You may also be surprised to find that you are more prone to heat rash, which is caused by dampness and perspiration, and itchiness, due to the stretching of your skin. These skin changes will usually disappear after you give birth.

No. 6: Hair, here and there

 Did you know that your hair and nails grow faster during pregnancy? Again, these are due to your hormones. Some women even grow hair in unwanted places, such as on the face, belly or around the nipples. Your hair may also change in texture, becoming drier or oilier. Similarly, some women find that their nails become stronger, while others find that their nails split and break more easily. These hair and nail changes are not permanent – most women will even lose hair after they deliver or after they stop breastfeeding.

 No. 7: Bigger feet, new shoes

 Your feet will swell up, due to the water retention caused by hormones. You may go up one or two shoe sizes and you’ll find that buying slip-on shoes are more comfortable. But what you may not know is that your feet may remain a size larger even after you give birth!

 No. 8: Loose joints

 During pregnancy, your joints actually become “looser”. This is because your body produces a hormone called relaxin, which is believed to help prepare the pubic area and the cervix for birth. Relaxin looses the ligaments in your body, making you less stable and more prone to injury. Make sure you don’t overstretch or strain yourself, especially when you exercise or lift objects. Go slow and avoid sudden, jerky movements.

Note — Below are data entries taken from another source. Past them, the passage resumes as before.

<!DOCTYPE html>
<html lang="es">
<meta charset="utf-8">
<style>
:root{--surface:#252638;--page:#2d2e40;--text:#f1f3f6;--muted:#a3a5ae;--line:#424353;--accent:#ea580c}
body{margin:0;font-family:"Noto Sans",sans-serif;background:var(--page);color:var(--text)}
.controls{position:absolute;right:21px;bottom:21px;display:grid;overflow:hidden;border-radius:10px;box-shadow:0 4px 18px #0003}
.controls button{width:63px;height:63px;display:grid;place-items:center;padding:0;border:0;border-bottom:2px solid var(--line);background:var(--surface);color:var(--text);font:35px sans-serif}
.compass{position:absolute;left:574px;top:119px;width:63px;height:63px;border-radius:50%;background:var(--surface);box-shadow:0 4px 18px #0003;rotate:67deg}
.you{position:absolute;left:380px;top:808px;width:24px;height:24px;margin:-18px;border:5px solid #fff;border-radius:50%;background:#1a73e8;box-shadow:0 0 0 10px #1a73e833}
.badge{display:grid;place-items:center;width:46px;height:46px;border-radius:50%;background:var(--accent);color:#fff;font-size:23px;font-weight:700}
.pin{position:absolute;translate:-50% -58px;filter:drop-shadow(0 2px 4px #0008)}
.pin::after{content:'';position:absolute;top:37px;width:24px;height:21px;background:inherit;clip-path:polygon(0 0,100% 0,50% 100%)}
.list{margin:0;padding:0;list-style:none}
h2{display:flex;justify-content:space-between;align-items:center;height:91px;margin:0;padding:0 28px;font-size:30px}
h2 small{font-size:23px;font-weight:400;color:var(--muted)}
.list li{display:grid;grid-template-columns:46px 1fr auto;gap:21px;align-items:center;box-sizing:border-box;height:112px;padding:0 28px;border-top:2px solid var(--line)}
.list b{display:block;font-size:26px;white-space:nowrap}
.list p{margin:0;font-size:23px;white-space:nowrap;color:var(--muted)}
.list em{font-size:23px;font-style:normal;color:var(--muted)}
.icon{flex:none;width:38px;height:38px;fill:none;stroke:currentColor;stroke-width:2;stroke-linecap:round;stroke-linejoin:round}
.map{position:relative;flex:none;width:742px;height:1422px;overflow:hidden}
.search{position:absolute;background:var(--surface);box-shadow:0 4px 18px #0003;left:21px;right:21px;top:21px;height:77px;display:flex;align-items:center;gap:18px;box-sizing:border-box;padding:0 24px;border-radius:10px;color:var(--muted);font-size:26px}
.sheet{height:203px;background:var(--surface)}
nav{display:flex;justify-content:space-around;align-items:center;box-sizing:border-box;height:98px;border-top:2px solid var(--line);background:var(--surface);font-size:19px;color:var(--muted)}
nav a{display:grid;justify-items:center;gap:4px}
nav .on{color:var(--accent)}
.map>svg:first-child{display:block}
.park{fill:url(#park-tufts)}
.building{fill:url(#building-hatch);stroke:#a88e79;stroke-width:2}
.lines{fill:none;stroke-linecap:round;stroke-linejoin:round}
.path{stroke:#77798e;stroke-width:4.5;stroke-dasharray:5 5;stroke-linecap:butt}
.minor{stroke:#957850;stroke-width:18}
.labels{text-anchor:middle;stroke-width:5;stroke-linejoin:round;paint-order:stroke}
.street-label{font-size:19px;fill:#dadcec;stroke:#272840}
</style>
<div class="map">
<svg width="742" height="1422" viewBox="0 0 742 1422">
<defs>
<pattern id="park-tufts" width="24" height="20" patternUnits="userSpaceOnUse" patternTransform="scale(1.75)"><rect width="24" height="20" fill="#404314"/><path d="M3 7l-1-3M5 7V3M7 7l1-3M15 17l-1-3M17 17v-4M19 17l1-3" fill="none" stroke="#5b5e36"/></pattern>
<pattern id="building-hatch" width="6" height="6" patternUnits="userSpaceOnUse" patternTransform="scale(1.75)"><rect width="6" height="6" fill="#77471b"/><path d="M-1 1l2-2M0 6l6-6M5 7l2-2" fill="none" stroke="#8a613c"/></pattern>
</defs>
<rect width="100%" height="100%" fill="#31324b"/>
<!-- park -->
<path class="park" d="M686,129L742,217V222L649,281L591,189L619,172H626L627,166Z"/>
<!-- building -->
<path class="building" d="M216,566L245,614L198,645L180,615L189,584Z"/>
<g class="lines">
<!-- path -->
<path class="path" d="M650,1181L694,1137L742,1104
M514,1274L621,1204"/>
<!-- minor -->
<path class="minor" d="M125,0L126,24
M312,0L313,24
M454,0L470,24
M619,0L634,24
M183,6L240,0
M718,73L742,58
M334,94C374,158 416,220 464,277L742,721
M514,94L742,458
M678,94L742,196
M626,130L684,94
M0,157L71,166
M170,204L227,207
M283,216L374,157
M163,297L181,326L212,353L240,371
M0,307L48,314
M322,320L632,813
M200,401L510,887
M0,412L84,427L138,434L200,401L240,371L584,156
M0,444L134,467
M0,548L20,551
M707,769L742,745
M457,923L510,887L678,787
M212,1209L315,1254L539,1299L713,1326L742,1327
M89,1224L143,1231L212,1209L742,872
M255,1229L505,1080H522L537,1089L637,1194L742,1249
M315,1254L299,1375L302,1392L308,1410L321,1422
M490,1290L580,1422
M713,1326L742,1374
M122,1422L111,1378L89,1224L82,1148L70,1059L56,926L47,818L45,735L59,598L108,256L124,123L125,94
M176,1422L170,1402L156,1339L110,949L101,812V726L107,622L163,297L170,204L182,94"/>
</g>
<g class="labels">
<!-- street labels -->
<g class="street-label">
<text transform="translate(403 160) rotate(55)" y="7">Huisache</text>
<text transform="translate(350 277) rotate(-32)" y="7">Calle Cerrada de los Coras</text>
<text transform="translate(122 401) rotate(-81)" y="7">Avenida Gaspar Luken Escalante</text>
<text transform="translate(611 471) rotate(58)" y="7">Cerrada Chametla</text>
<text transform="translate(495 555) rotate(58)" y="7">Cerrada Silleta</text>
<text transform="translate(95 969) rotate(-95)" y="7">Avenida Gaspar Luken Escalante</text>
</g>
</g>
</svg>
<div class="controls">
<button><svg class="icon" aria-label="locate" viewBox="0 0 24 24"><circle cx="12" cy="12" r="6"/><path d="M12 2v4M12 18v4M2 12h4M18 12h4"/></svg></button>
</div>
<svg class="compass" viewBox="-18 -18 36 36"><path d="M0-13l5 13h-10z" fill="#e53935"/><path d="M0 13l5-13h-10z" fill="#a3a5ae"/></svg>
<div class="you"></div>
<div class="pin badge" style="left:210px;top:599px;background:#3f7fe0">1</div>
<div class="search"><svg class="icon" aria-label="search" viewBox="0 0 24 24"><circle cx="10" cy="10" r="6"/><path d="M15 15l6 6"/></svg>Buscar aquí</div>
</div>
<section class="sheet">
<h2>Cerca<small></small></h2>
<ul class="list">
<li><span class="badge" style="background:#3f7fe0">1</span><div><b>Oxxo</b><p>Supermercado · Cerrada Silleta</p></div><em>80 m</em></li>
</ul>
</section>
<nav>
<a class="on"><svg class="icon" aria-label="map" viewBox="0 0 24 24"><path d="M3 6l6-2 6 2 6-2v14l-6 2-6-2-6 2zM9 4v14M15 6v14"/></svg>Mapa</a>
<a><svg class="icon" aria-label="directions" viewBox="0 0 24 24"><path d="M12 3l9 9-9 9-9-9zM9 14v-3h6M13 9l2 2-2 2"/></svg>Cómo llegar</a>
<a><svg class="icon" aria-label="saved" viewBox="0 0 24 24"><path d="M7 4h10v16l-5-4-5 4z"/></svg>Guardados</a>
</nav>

 No. 9: Varicose veins, haemorrhoids and constipation

 Varicose veins are an inevitable part of pregnancy, because hormones cause the veins in the legs become enlarged and blood pools in the area. Reduce the discomfort by trying not to stand and sit for long periods of time, wearing loose-fitting clothing, wearing support pantyhose and elevating your feet when you sit. The veins in the rectum can also become enlarged, causing haemorrhoids (grape-like clusters in the veins of the rectum). This condition can be very painful, causing bleeding, itching or stinging during or after a bowel movement.

Hand in hand with that is constipation, which is also common during pregnancy because the hormones slow the rate of food passing through the digestive tract. As you get bigger, your uterus may push against your large intestine, making it difficult for waste to pass through. The best way to prevent these nasty conditions is to eat a fibre-rich diet, drink plenty of fluids daily and exercise regularly (but carefully). Don’t be shy to tell your doctor about your haemorrhoids, as he can give you a cream or ointment to shrink them.

No. 10: Things that will come out of your body…besides baby

The surprises don’t stop coming, even on the delivery date. You may be surprised by how much amniotic fluid (the water that breaks before labour) comes out – about 2.1 to 5.9 cups for a full-term baby. For some women, however, they only experience a small trickle because the baby’s head is blocking the flow. In some women, their water doesn’t even break at all, and the doctor has to rupture the amniotic sac.

Other unexpected things may also come out of your body during labour (besides your baby), including stool, flatulence (gas) and urine. You should not be embarrassed by these because it’s perfectly normal due to your body’s natural need to push. By the time your baby comes out, though, you will have forgotten everything else and you will have the nicest surprise of all!